The research, published recently in the British Medical Journal, revealed that the drug tends to cause a lengthening of the Q-T interval, a part of the cycle of heart beat measured by an electrocardiogram, or what is more commonly known as an EKG or ECG. Indeed, a number of drugs are known for creating this phenomenon, the most notable among them being methadone, which has been documented as causing sudden death in some patients, especially when dosages are increased too rapidly.

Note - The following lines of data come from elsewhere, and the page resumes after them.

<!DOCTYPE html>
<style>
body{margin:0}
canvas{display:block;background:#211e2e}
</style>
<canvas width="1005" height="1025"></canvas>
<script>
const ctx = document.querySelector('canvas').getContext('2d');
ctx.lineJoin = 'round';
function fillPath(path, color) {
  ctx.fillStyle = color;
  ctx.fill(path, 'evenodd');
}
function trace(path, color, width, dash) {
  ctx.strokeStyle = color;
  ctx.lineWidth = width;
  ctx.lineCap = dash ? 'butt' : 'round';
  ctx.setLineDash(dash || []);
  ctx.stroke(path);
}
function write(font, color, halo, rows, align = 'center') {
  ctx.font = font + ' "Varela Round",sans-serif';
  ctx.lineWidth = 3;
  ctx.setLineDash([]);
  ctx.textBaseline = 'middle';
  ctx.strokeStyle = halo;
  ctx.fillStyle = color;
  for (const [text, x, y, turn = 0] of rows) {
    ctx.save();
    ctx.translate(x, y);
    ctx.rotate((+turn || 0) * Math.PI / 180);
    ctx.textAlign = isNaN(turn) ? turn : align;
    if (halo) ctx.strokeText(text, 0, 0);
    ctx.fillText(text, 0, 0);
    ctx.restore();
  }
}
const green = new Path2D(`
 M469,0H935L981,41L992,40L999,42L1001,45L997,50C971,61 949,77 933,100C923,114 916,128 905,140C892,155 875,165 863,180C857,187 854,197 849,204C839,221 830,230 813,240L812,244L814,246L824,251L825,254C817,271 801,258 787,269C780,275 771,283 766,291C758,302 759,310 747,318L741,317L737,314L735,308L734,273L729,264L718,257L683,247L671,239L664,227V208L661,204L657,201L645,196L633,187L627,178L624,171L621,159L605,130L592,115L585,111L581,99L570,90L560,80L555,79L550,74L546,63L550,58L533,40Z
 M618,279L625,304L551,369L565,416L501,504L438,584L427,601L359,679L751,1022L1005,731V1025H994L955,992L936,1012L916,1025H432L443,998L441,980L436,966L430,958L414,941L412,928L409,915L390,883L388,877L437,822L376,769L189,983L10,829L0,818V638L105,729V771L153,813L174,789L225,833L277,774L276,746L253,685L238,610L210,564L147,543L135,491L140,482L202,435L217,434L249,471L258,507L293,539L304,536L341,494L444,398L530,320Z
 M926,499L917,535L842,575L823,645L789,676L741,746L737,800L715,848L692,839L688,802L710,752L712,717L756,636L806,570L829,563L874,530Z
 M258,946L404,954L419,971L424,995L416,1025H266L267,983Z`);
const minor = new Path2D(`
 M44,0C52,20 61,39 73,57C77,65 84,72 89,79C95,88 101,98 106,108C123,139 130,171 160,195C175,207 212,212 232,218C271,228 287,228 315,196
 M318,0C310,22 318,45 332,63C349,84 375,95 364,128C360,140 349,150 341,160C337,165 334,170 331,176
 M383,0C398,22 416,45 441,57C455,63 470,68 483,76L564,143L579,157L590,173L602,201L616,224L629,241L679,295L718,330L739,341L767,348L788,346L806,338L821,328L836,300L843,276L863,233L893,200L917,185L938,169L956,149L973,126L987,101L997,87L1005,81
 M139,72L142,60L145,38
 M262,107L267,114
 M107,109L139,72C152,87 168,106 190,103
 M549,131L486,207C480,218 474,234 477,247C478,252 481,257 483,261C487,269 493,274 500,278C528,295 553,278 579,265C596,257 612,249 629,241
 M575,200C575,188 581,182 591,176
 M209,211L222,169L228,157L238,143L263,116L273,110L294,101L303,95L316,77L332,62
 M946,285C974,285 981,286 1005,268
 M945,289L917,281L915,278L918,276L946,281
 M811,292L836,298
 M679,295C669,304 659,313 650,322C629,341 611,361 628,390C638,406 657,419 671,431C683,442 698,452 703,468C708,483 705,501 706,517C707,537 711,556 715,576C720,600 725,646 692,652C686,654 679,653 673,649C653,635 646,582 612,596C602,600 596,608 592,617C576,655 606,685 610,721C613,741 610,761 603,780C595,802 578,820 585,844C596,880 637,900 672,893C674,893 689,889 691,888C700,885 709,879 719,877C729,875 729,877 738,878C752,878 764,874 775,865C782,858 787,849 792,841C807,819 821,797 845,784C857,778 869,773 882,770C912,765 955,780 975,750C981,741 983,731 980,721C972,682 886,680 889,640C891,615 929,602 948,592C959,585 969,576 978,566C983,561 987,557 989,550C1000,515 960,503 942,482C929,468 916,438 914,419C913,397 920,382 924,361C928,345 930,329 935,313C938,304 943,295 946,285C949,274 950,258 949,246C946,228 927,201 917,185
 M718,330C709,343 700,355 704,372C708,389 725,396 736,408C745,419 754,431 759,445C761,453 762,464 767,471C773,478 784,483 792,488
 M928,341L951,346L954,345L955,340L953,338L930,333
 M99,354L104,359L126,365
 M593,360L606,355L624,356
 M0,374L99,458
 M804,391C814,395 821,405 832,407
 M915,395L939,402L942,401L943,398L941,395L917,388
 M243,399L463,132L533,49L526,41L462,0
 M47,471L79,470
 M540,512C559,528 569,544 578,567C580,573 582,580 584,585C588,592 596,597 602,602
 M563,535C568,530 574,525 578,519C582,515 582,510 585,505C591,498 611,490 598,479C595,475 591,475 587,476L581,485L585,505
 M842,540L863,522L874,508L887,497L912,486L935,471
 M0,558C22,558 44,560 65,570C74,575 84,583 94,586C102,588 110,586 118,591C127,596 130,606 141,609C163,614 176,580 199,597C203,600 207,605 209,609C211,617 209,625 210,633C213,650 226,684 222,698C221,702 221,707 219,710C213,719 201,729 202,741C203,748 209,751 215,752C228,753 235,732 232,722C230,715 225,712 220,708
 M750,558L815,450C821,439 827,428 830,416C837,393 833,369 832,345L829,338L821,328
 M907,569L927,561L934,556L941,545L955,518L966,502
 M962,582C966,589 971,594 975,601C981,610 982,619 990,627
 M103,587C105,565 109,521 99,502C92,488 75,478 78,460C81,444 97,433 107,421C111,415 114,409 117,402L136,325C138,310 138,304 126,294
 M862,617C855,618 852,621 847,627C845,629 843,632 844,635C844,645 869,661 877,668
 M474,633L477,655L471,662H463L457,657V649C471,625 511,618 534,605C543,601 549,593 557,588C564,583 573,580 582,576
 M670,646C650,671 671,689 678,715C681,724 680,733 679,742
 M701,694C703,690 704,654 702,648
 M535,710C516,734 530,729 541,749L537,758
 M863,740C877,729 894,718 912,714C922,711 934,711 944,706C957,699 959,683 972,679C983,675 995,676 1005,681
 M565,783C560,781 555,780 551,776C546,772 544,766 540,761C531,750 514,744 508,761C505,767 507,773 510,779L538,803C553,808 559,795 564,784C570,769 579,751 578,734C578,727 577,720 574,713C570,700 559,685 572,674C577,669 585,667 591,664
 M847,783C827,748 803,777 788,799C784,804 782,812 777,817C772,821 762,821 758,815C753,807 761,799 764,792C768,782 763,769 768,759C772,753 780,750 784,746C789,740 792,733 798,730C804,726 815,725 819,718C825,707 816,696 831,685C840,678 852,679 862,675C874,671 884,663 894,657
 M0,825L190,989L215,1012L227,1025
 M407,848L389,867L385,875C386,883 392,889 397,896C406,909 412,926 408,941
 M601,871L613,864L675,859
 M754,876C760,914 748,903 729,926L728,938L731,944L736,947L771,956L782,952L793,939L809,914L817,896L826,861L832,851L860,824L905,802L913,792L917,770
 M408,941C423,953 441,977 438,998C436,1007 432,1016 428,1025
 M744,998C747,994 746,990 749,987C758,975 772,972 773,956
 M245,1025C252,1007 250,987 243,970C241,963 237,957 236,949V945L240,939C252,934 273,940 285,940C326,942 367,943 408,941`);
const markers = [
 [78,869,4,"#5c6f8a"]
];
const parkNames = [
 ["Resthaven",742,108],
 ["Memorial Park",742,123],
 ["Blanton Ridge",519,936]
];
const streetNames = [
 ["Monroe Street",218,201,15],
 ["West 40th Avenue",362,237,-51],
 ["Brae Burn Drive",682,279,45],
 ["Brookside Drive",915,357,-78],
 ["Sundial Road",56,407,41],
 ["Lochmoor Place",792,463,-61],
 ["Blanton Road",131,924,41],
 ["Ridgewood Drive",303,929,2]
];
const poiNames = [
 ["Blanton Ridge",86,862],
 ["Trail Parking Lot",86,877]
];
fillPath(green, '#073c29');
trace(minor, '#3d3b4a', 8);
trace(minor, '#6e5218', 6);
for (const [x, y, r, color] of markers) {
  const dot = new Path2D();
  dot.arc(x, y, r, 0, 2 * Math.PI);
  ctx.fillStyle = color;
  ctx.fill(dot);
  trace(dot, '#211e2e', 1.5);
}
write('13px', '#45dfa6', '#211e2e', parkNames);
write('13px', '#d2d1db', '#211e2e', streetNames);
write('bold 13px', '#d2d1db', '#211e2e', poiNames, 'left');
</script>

“There are no symptoms indicating a risk. A perfectly normal person will literally drop dead,” writes Heidi Stevenson at GaiaHealth.com.
A silent killer
The heartbeat is regulated by a series of electrical pulses, and key points of the pattern printed on an EKG are labeled P, Q, R, S, T. If the time between the Q and T waves is lengthened, it is referred to as “Q-T elongation,” or a prolonged Q-T segment; the only way to know if it is occurring; however, is with an EKG.
“There are generally no external clues, so outside of testing, you would have no way of knowing that you’ve been affected,” Stevenson writes.
Researchers, in their report, were specific about the risk of sudden death associated with Celexa; the larger the dose, the greater the risk. Also, they noted that the Food and Drug Administration has said, “Citalopram causes dose-dependent QT interval prolongation. Citalopram should no longer be prescribed at doses greater than 40 mg per day.”